I’m thinking of doing a final year project at University on particle systems for a VR world. I’d really like to hear from anyone who’s done any work on this so I can figure out whether it’s what I want to do or not.
The project would be used for simulation of rain, snow, fire etc but as it’s a 240 hr project; it will need to be quite deep including such physically mind-boggling stuff as simulated and approximated fluid dynamics.
I am a pretty accomplished OpenGL programmer capable of knocking up a crappy FPS in a few weeks. I got an A for Physics A level as well which I guess could come in handy.
Particle systems are actually really easy to code since all forces affect the particles linearly (spelling?), no rotational forces simplify stuff a lot. It’s pretty trivial to add wind and springs to get really cool results. Collision detection is also simple, and particels tends to look really good withsimple rendering methods like blended billboards. I don’t know about fluid dynamics though, as far as I know most simple fluid dynamics stuff uses some form of heightfields to fake shallow water, i.e no particles. I’m far from sure though. Doing the full Navier-Stokes equation in 3d might be a bit slow… So I’d say go for it, it’s fairly easy to get impressive esults fast.

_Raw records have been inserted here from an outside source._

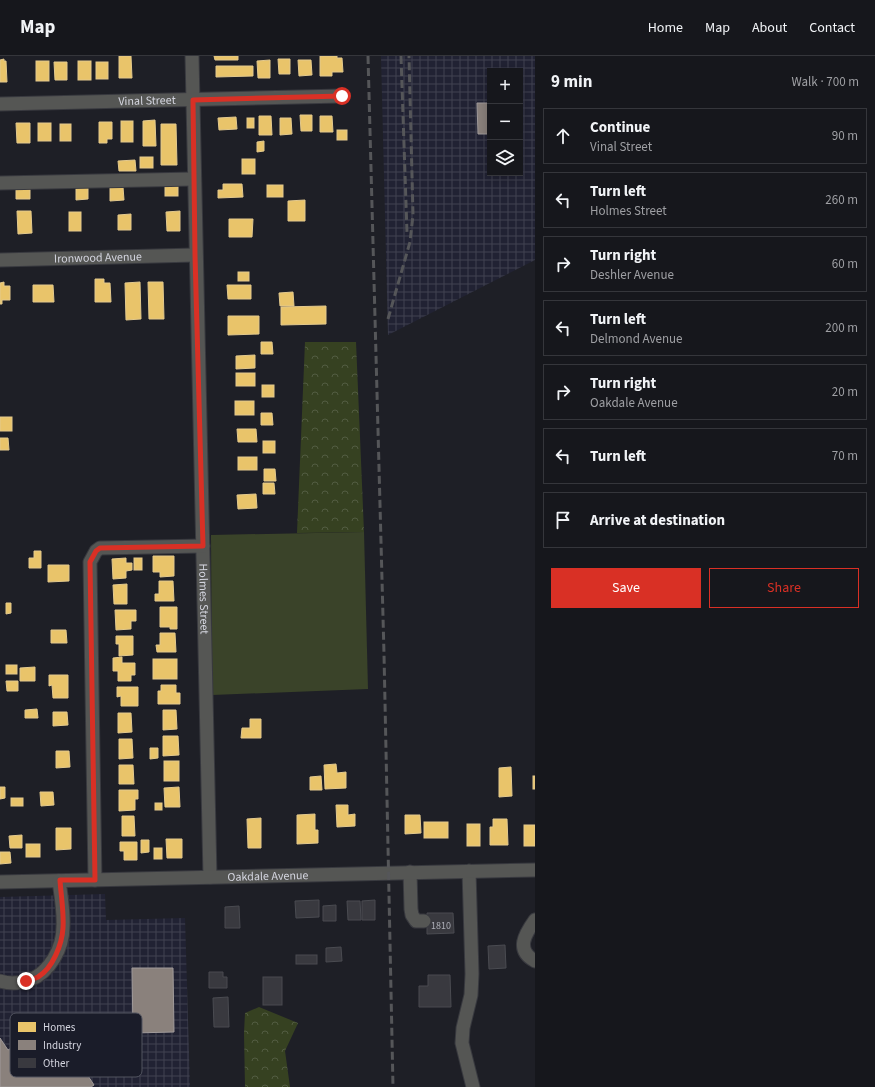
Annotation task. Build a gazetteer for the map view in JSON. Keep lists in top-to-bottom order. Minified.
{"streets":{"street":["Vinal Street","Ironwood Avenue","Holmes Street","Oakdale Avenue"]},"crossings":[["Vinal Street","Holmes Street"],["Ironwood Avenue","Holmes Street"],["Holmes Street","Oakdale Avenue"]],"house_numbers":["1810"],"legend":["Homes","Industry","Other"],"page":{"header":"Map","nav":["Home","Map","About","Contact"],"heading":["9 min","Walk · 700 m"],"map_buttons":["+","−"],"list":[["Continue","Vinal Street","90 m"],["Turn left","Holmes Street","260 m"],["Turn right","Deshler Avenue","60 m"],["Turn left","Delmond Avenue","200 m"],["Turn right","Oakdale Avenue","20 m"],["Turn left","70 m"],"Arrive at destination"],"buttons":["Save","Share"]}}
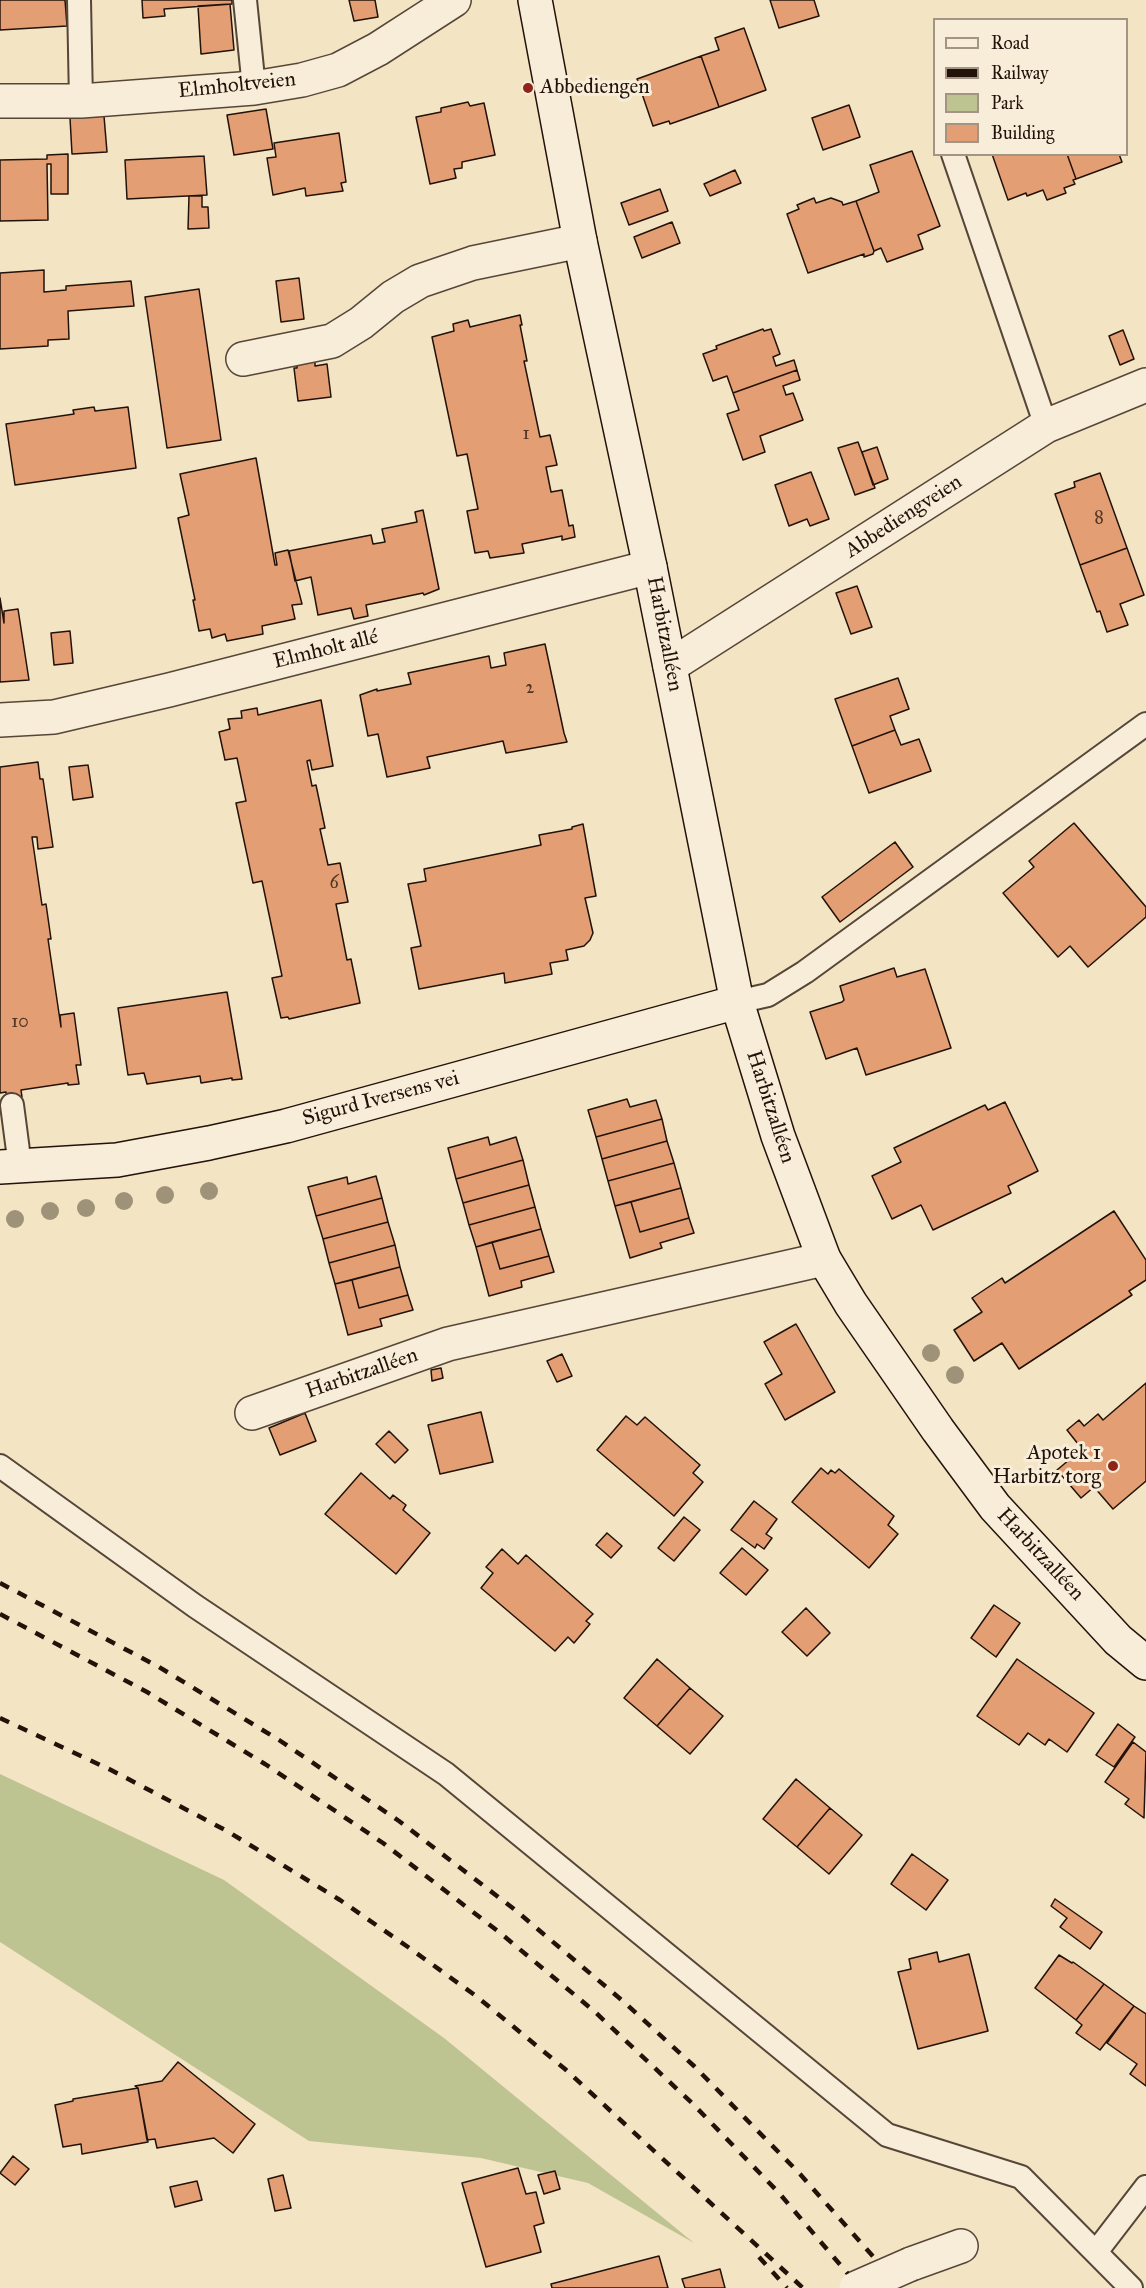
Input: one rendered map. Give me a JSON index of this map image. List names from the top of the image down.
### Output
{
  "streets": {
    "street": [
      "Elmholtveien",
      "Abbediengveien",
      "Harbitzalléen",
      "Elmholt allé",
      "Sigurd Iversens vei"
    ]
  },
  "crossings": [
    ["Abbediengveien", "Harbitzalléen"],
    ["Harbitzalléen", "Elmholt allé"],
    ["Harbitzalléen", "Sigurd Iversens vei"]
  ],
  "places": ["Abbediengen", "Apotek 1 Harbitz torg"],
  "house_numbers": [
    "1",
    "8",
    "2",
    "6",
    "10"
  ],
  "legend": [
    "Road",
    "Railway",
    "Park",
    "Building"
  ]
}
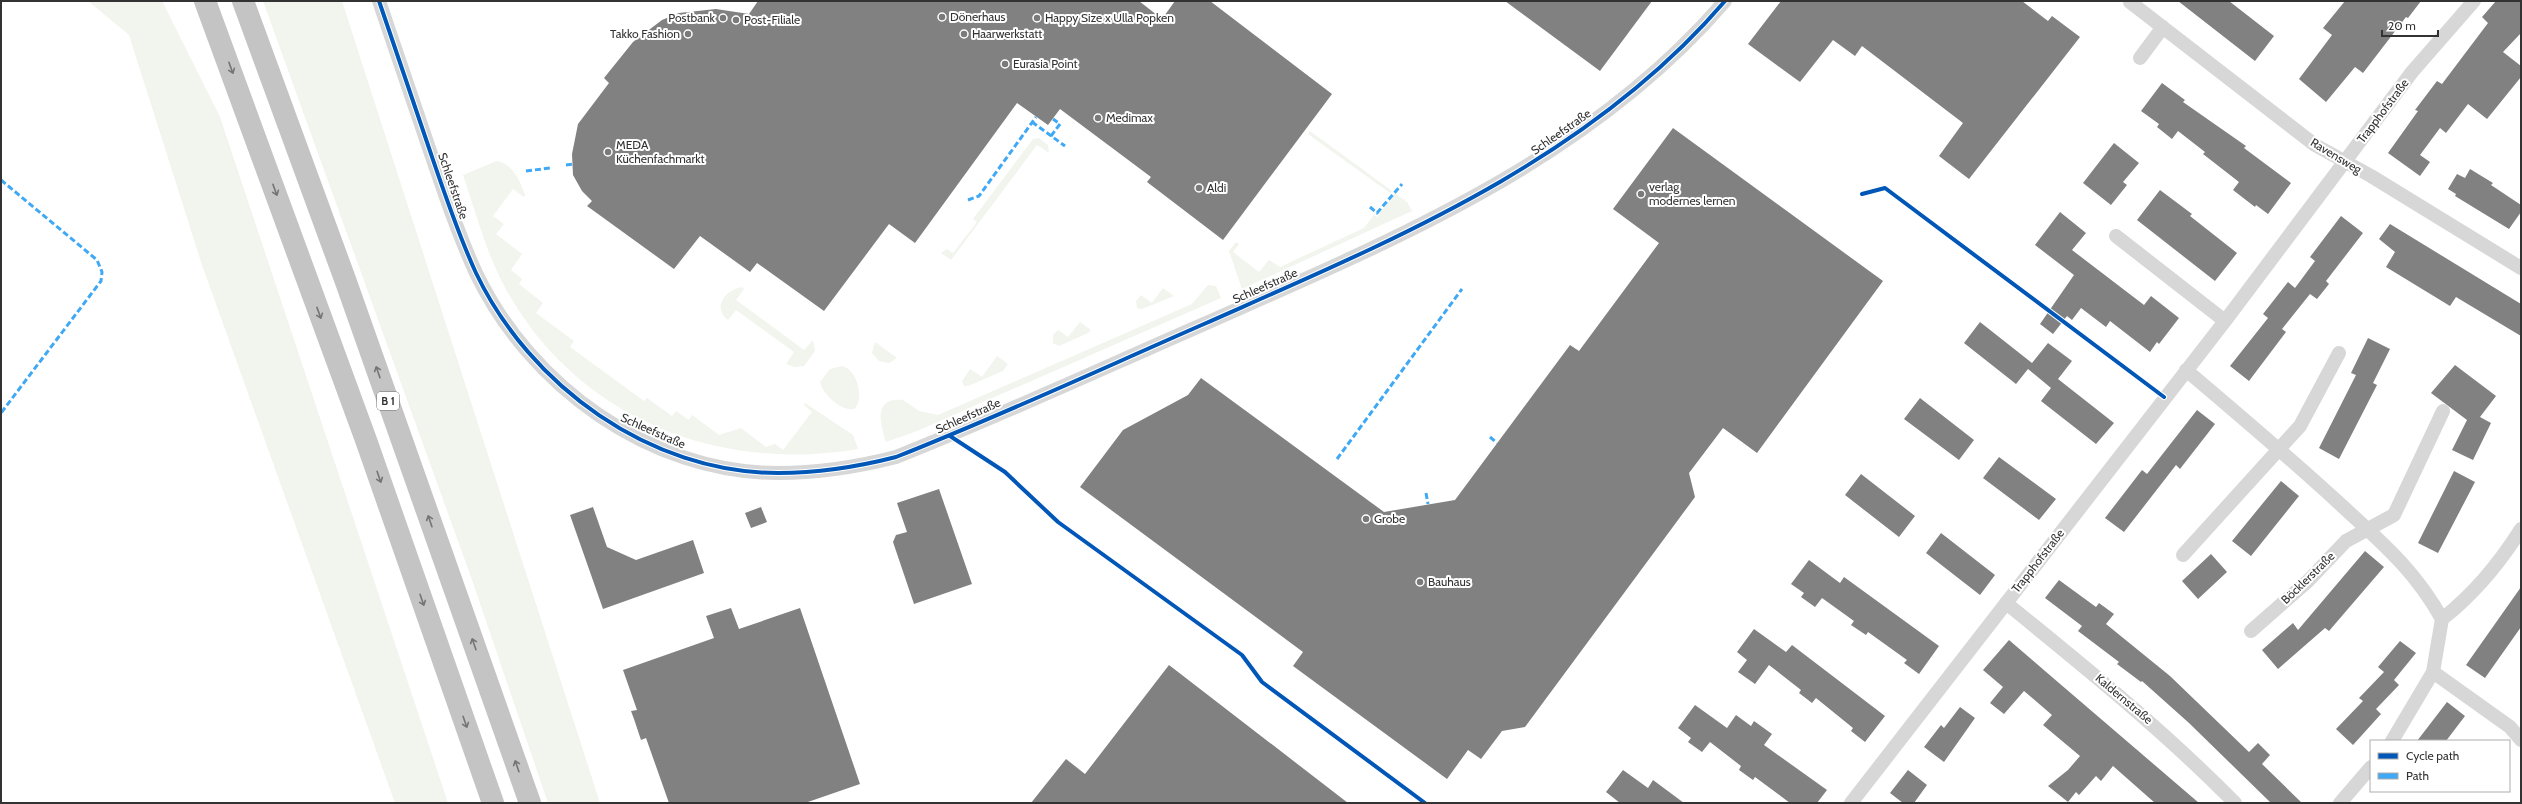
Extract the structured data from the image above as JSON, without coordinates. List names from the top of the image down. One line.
{"streets":{"highway":["B 1"],"street":["Trapphofstraße","Schleefstraße","Ravensweg","Böcklerstraße","Kaldernstraße"]},"crossings":[["Trapphofstraße","Ravensweg"],["Trapphofstraße","Kaldernstraße"]],"places":["Dönerhaus","Postbank","Happy Size x Ulla Popken","Post-Filiale","Takko Fashion","Haarwerkstatt","Eurasia Point","Medimax","MEDA Küchenfachmarkt","Aldi","verlag modernes lernen","Grobe","Bauhaus"],"legend":["Cycle path","Path"],"scale_bar":"20 m"}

I’m half way through my final year project on medical visualisation (engineering degree) and I chose to use OpenGL as my rendering API. I’d say go for it. I also knew OpenGL a little bit beforehand but I’ve learnt a lot.
Your project will allow you to put as much time as you want into creating a professional quality visualisation system. Because you’re doing something you enjoy you will work harder on it and the stuff you learn will help in your hobby as well. Also, from previous year’s theses at my university, visualisation projects score well since the results are so visually stunning.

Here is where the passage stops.